For, it can easily be something that's seen (and I am almost certain it is seen) by irredentist, extreme-nationalist forces world-wide as a precedent. It allows a number of false, highly dangerous, in fact pretty much genocidal, conclusions, ideas such as

  • the existing borders are violable with impunity,
  • that it is the moral obligation of ethnic kin states to bring military and civilian geopolitical wherewithal to "help" state-level minorities that have, or simply claim, local or regional majority status, to engage in perfectly irrational variations of borders and, ultimately, to commit heinous crimes against the local minorities, or that
  • moving, re-appropriating and re-configuring borders can be a viable option, more attractive than the alternative: decreasing the practical significance of borders. Or, more broadly, the simple but disastrous idea that
  • self-contradictory situations, overlapping cultural terrains, complex borders need to be "fixed", and that fixing can / should only be done via military violence.

Since yesterday, the whole world has got a push, by extreme-cynical political operatives everywhere, toward the "right." A push to pretend as if world history were a series of poorly organized, exceedingly bloody Olympic games, where "national teams" compete, and the one who collects the most "gold", whatever that might be, wins.

A veritable national squid game. The losers lose their future, their loved ones, their limbs, their lives, their children.

What do the winners win? A big, fat nothing. Being able to see that others die--before they die. And they love it.
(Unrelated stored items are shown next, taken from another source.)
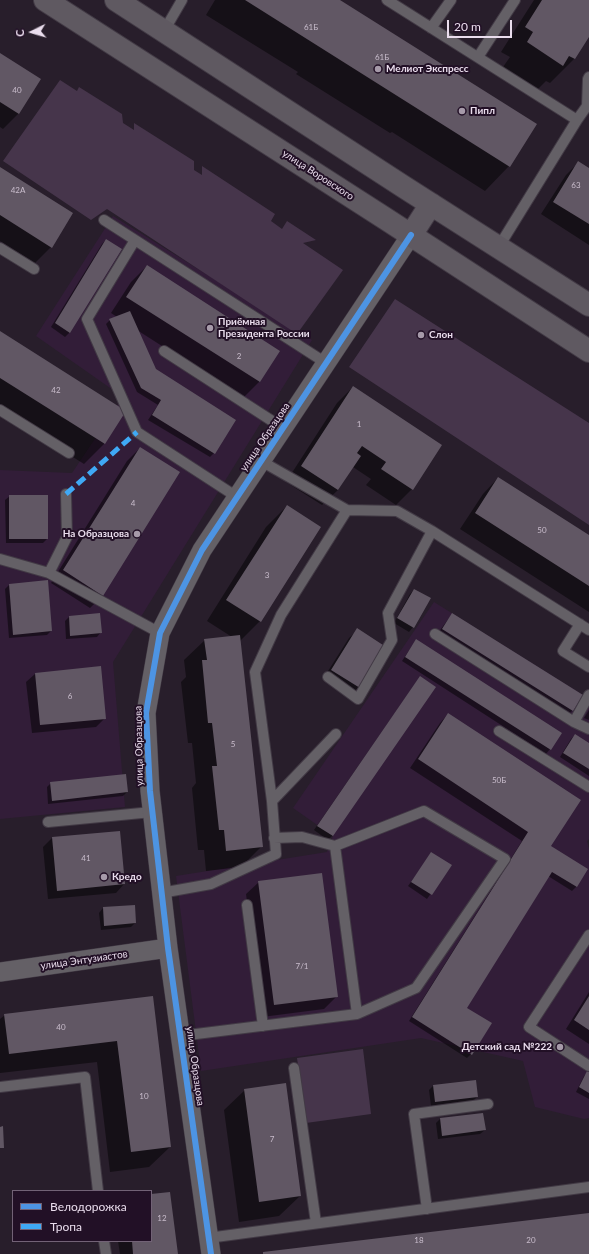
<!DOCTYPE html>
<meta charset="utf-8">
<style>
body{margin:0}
#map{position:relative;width:589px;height:1254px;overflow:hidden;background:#281e2b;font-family:Lato,sans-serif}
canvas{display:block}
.legend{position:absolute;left:12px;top:1190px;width:140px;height:52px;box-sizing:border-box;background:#221026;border:1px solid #726276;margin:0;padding:5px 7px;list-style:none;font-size:12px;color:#eadded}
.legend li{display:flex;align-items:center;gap:8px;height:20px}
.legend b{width:20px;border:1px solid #726276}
.north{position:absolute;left:12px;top:12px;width:40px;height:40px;-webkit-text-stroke:3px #221026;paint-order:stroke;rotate:265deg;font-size:11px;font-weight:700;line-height:16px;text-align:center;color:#eadded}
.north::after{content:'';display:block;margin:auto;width:14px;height:18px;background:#eadded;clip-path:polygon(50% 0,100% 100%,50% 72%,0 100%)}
.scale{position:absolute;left:447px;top:20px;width:65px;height:18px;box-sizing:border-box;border:2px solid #eadded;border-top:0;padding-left:5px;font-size:12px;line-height:14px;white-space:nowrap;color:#eadded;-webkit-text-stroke:3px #221026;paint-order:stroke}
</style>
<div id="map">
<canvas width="589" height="1254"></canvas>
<ul class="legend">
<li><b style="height:5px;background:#4d94e3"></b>Велодорожка</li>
<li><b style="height:5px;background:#3fa9f5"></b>Тропа</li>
</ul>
<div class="north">С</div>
<div class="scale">20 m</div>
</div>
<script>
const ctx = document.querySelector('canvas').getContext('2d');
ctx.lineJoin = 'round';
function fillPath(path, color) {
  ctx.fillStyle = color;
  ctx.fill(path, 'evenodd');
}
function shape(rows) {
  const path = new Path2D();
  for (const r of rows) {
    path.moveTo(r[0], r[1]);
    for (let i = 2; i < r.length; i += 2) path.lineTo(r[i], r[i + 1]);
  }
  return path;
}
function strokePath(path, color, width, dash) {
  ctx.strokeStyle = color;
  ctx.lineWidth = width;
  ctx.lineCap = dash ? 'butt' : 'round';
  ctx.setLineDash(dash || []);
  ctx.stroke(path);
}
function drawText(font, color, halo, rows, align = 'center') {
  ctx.font = font + ' Lato,sans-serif';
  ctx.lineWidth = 4;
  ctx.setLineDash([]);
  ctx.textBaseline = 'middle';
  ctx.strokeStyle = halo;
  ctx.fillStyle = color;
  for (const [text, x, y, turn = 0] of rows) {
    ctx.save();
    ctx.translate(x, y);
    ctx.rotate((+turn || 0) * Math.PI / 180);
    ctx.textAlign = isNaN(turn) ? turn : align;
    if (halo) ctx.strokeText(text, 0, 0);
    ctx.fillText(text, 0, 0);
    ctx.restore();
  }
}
fillPath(shape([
 [113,216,312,340,113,662,125,807,0,819,0,470,72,473,123,397,36,336],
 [434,602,583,695,589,695,589,839,587,841,589,849,589,1118,584,1119,535,1107,523,1061,421,1038,201,1071,176,876,327,852,333,836,293,808]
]), '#321d38');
fillPath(shape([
 [60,80,77,91,79,87,122,114,123,123,134,130,134,123,194,161,194,170,202,175,202,166,275,214,271,221,282,229,287,221,316,240,303,243,343,270,297,334,107,209,91,220,3,161],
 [395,299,589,423,589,525,349,367],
 [363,1049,371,1114,306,1123,297,1058]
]), '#46354b');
fillPath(shape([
 [215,0,338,0,509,166,485,191,392,132,390,133,296,74,298,72,206,15],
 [534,0,589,0,589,35,574,59,550,83,546,81,538,89,503,67,510,57,501,52],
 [0,54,19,113,3,129,0,127],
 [578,163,589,169,589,245,541,214,566,175],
 [0,168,51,247,35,263,0,241],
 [106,240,70,332,65,337,51,327,102,244],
 [147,266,279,351,259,382,243,398,137,330,155,370,214,453,210,457,148,420,158,405,137,392,106,324,110,320,117,317,111,313,131,282],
 [0,332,125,411,104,444,84,464,0,411],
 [353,387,412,489,396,505,366,485,371,479,353,467,338,490,322,505,286,482,337,403],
 [140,448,103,595,90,608,51,583,127,461],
 [498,478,589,536,589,612,460,529,483,494],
 [10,496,47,539,43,543,6,543,5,500],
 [287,506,260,621,240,641,262,846,241,867,206,871,204,850,198,850,192,788,196,783,192,743,188,743,181,682,186,677,184,660,205,640,232,637,207,621,266,527],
 [47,581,51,631,47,635,9,638,5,589,9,585],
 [414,590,413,627,409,632,394,623,410,594],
 [99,614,101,632,97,637,66,639,65,621,69,617],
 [452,614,582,696,572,711,568,715,438,633],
 [358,630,359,687,350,696,323,679,349,638],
 [416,640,560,733,550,749,546,754,402,661],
 [100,667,105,718,96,727,32,733,26,682,35,674],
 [417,681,435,687,332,836,328,840,314,830],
 [589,710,589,720,584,718],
 [448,714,550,846,587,869,576,887,572,891,548,876,466,1008,471,1054,467,1058,409,1021,522,841,410,768,440,723],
 [575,735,589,744,589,776,560,757,571,739],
 [51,783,127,792,123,796,48,804,47,787],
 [119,832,124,884,116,893,48,899,43,847,52,838],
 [432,853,450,866,427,899,408,886],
 [259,882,337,996,324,1009,262,1017,246,894],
 [103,908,135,923,131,927,101,930,99,913],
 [589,992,589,1044,566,1029],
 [152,997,170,1147,149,1167,110,1172,97,1062,0,1073,0,1019,5,1015],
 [588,1072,589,1073,589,1099,576,1092,584,1076],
 [475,1081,477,1097,473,1101,431,1106,429,1090,433,1086],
 [245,1090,300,1196,279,1216,239,1222,224,1110],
 [440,1119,485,1130,480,1134,438,1139,436,1123],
 [151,1195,177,1254,120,1254,118,1241,151,1241]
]), '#0007');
fillPath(shape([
 [245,0,340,0,537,124,510,167],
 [542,0,589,0,589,37,575,59,569,56,563,66,527,42,533,32,525,27],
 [0,53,41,79,19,114,0,102],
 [578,161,589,168,589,224,553,202],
 [0,167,73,213,52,248,0,215],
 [106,239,122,249,70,333,55,323],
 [147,265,280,351,260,382,126,297],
 [130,311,156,369,236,420,215,454,152,415,161,400,141,388,109,319],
 [0,331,126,411,105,444,0,378],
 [353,386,442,445,413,490,381,469,386,462,362,446,357,453,361,456,338,490,301,466],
 [140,447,180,472,103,596,63,570],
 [498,477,589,535,589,586,475,513],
 [9,495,48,495,48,539,9,539],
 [287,505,321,527,261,622,226,600],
 [48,580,52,631,13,635,9,584],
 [414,589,431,598,414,628,397,618],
 [100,613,102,633,70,636,69,616],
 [452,613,583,695,573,711,442,629],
 [357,628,386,647,360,688,331,670],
 [240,635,263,847,226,851,224,830,219,830,212,766,217,766,212,723,208,723,202,660,207,660,204,639],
 [416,639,562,733,551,750,405,657],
 [101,666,106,719,40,725,35,673],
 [420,676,436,687,333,836,317,826],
 [448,713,581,800,551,846,588,869,577,887,552,872,467,1008,492,1023,472,1055,412,1017,528,832,418,759],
 [575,734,589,743,589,769,563,753],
 [126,774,128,792,52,801,50,782],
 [120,831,125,884,57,891,52,837],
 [431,852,452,865,432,895,411,882],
 [322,873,338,997,274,1005,258,881],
 [135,905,136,923,104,926,103,907],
 [153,996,171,1147,131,1152,117,1041,9,1054,4,1014],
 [589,996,589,1030,574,1020],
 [587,1071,589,1072,589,1093,579,1087],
 [476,1080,478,1097,435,1102,433,1085],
 [286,1083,301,1196,259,1202,244,1089],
 [483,1113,486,1130,442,1136,440,1118],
 [3,1126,4,1148,0,1148,0,1127],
 [170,1192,178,1254,133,1254,132,1241,151,1241,151,1194],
 [589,1213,589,1254,263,1254,263,1252]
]), '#615764');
const service = shape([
 [387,0,577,120],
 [431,28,451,0],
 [164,31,182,0],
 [478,57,515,0],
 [587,106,588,79,589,77],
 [104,220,326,363],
 [135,240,87,319,137,432,237,497],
 [0,248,34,269],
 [498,248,577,120,587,106,589,107],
 [164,351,283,428],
 [0,410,69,453],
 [261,461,347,510],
 [0,559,49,573,160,633],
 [49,573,67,537,66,494],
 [580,624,563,651,589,667],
 [435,634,574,722,589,729],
 [328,677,358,699,392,640,388,613,432,531],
 [574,722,589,695],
 [499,731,589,787],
 [272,801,336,734],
 [48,822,152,812],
 [335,846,357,1014],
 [161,893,211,884,276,854,272,801,255,672,281,615,347,510,397,511,432,531,589,630],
 [247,905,263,1026],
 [589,935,529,1027,589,1066],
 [180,1036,357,1014,416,988,505,859,424,811,335,846,302,837,274,838],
 [294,1068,316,1223],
 [0,1087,85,1077,98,1191],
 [427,1209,414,1114,488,1104],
 [208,1238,589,1187],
 [104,1241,106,1254]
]);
const minor = shape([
 [0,972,168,948],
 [211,1254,168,948,150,791,146,713,160,633,202,550,411,235]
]);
const secondary = shape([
 [45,0,386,219,589,351],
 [116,0,404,187,589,305],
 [411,235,431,204]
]);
strokePath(service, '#423a45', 12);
strokePath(minor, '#423a45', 20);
strokePath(secondary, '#423a45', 24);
strokePath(service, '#646066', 10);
strokePath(minor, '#646066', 19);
strokePath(secondary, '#5f5961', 22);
strokePath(shape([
 [66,494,137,432]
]), '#3fa9f5', 5, [10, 5]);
strokePath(shape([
 [211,1254,168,948,150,791,146,713,160,633,202,550,411,235]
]), '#4d94e3', 6);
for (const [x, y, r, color] of [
 [378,69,4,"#a69aa9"],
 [462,111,4,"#a69aa9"],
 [210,328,4,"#a69aa9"],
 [421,335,4,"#a69aa9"],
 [137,534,4,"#a69aa9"],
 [104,877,4,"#a69aa9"],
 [560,1047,4,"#a69aa9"]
]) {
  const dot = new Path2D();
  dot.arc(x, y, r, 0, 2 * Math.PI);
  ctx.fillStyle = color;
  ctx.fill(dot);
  strokePath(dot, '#221026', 1.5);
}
drawText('8px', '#c8bccb', null, [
 ["61Б",311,27],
 ["61Б",382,57],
 ["40",17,90],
 ["63",576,185],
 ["42А",18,190],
 ["2",239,356],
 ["42",56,390],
 ["1",359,424],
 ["4",133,503],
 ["50",542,530],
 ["3",267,575],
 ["6",70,696],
 ["5",233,744],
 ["50Б",499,780],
 ["41",86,858],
 ["7/1",302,966],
 ["40",61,1027],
 ["10",144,1096],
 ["7",272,1139],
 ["12",162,1218],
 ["18",419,1240],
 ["20",531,1240]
]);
drawText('bold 10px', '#eadded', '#221026', [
 ["Мелиот Экспресс",386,69],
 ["Пипл",470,111],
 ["Приёмная",218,322],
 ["Президента России",218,334],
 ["Слон",429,335],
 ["На Образцова",129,534,"right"],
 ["Кредо",112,877],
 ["Детский сад №222",552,1047,"right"]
], 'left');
drawText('10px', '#eadded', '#221026', [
 ["улица Воровского",318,175,33],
 ["улица Образцова",265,437,-56],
 ["улица Образцова",139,746,-91],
 ["улица Энтузиастов",84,960,-8],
 ["улица Образцова",195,1066,82]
]);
</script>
CODA: I am unfortunately not able to dismiss out of hand the thought that members of the governments of east-central Europe, Hungary included, are having hot flashes and wet dreams about the possibility that they might take a bite into Ukraine. To "liberate" their kin nationalities, of course, nothing else. A new tiny world order is being created, in the dreams of immature boys with big guns. And a global military alliance behind them. I hope I am wrong.